The most widespread are steel and wooden products. Depending on the material used, determining the deflection value has its own nuances related to the structure and uniformity of the material.
Wooden
Modern low-rise construction of individual houses and country cottages makes extensive use of logs made from softwood and hardwood.
Basically, wooden products that work in bending are used for arranging floors and ceilings. It is these structural elements that will experience the greatest lateral loads, causing the greatest deflection.
The deflection of a wooden log depends on:
- From the material (wood species) that was used in the manufacture of the beam.
- From the geometric characteristics and shape of the baked section of the design object.
- From the combined action of various types of loads.
The criterion for the permissibility of beam deflection takes into account two factors:
- Compliance of the actual deflection with the maximum permissible values.
- Possibility of operating the structure in the presence of a design deflection.
Steel
They have a more complex cross-section, which can be composite, made from several types of rolled metal. When calculating metal structures, in addition to determining the rigidity of the object itself and its elements, it often becomes necessary to determine the strength characteristics of the connections.
Typically, the connection of individual elements of a steel structure is carried out:
- Using electric welding.
- By using threaded (stud, bolt and screw) connections.
- Connection with rivets.
Examples of calculated resistance
To calculate an I-beam, a value such as design resistance (Ry) may be required.

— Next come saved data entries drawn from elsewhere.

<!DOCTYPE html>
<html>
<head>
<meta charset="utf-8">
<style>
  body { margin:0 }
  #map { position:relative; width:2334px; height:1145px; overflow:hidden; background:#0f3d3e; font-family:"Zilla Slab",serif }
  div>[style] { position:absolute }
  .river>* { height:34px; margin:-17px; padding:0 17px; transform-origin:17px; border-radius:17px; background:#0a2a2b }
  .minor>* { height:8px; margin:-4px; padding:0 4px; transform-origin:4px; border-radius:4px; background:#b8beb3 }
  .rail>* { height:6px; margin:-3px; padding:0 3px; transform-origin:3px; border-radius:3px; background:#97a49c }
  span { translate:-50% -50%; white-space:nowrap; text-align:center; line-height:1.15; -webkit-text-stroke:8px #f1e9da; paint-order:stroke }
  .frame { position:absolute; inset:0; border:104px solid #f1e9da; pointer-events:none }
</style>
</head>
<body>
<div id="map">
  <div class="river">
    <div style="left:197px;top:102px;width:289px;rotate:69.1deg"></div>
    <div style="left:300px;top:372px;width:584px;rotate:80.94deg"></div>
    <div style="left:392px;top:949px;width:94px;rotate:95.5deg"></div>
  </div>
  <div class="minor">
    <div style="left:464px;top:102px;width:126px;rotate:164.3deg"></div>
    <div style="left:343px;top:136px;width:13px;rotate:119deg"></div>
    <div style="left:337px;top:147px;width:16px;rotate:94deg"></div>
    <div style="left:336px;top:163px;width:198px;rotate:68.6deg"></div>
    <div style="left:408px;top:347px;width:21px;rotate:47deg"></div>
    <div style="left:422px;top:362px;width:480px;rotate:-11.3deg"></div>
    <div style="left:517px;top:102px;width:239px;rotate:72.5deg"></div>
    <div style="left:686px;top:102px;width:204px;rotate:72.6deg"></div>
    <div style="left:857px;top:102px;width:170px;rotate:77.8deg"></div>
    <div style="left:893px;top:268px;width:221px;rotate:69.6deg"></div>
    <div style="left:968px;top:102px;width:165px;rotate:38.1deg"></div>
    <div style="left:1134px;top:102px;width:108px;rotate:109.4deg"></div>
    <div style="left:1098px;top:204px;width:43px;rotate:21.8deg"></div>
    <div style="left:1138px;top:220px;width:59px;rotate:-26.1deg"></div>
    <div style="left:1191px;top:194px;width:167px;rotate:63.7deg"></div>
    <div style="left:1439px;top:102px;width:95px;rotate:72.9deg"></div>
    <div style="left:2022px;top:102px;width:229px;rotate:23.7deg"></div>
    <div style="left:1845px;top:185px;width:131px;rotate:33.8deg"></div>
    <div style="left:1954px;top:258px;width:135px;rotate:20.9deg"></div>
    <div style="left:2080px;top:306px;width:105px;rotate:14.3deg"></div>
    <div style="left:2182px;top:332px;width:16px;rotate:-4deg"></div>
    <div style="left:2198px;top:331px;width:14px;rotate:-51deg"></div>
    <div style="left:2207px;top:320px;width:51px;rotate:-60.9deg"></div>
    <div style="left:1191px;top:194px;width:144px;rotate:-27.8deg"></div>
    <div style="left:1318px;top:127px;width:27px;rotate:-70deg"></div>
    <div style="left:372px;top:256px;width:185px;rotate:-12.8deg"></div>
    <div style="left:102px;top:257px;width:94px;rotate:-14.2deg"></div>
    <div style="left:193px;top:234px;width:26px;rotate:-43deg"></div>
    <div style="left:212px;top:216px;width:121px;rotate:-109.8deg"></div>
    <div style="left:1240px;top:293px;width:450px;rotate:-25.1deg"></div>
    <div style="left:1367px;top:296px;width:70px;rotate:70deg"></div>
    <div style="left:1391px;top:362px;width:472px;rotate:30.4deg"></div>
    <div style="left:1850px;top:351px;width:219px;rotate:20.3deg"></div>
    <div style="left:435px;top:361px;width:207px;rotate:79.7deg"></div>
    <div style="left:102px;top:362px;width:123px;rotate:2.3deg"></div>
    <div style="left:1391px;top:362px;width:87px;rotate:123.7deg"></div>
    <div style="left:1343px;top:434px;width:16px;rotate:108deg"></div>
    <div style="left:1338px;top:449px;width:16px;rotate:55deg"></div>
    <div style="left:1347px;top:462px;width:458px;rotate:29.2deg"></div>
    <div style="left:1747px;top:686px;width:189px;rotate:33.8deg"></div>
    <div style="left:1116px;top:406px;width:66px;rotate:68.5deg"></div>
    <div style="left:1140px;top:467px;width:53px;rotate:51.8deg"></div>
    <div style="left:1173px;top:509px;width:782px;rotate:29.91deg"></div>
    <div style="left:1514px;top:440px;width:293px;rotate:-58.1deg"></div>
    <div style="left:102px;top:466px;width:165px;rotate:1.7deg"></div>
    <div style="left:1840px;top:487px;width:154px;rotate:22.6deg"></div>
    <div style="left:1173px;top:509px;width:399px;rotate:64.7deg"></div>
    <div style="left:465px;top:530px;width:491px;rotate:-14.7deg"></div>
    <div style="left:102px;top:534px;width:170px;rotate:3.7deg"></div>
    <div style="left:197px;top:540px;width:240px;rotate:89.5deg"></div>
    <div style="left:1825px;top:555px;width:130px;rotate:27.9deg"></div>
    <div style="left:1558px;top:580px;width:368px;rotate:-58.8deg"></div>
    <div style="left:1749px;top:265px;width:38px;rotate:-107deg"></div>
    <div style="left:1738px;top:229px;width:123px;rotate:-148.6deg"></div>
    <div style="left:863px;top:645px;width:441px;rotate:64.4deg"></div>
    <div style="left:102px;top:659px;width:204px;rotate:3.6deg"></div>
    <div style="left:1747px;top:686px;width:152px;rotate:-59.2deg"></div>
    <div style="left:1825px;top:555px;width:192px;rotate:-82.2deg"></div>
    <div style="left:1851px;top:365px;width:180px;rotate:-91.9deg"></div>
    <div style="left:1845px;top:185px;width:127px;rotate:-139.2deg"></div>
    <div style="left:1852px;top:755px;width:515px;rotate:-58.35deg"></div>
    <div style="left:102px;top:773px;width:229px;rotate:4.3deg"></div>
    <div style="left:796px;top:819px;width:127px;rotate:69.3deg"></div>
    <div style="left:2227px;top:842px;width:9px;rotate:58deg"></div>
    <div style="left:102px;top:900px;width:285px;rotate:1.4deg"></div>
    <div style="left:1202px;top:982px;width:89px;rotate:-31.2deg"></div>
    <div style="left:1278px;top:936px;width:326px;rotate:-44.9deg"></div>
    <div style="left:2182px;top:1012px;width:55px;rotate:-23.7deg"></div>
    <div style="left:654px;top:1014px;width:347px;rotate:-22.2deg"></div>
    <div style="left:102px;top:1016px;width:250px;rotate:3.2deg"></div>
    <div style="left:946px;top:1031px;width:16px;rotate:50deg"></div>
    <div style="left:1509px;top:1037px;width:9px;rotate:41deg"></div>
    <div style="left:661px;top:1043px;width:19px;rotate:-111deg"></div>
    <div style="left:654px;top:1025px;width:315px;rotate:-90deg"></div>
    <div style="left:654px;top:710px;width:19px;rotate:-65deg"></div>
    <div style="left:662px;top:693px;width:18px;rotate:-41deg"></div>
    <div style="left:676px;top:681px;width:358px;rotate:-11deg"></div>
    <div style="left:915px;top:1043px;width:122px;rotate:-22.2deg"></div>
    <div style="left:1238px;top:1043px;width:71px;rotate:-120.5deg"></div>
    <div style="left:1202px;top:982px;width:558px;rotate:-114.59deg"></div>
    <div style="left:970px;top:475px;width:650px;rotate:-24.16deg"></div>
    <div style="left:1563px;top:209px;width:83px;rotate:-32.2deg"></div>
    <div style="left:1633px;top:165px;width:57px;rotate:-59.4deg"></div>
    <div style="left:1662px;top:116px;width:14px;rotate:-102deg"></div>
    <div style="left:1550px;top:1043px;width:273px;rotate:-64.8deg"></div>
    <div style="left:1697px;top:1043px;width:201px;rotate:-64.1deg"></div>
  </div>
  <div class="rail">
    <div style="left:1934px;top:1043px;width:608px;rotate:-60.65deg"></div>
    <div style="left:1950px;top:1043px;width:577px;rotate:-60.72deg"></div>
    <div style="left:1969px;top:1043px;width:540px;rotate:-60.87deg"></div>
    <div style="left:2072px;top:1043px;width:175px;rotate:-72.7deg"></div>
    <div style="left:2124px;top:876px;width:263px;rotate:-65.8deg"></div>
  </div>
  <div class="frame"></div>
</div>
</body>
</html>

It depends on the grade of steel from which the beam is made. For example, here are the ready-made values:
- C 235 – 230 MPa;
- C 345 – 335 MPa;
- From 255 – 250 MPa.
The elastic modulus is taken as one value, equal to steel: E = 200,000 MPa. The calculation of the load of an I-beam is carried out on the basis of load-bearing capacity calculations. To this figure add 30% for strength (this applies only to welded profiles).
How to replace calculating deflection?
When building a small house in private construction, it is not necessary to find all the values for complex calculations. Some parameters may not affect the quality of construction at all. For example, for a small house or dacha, one of two values is determined:
- Deflection of an I-beam;
- Load bearing capacity.
At the same time, it is not necessary to calculate deflection in private construction. However, its value is used when choosing a finish for the ceiling, since it is better not to use heavy materials under unfavorable conditions.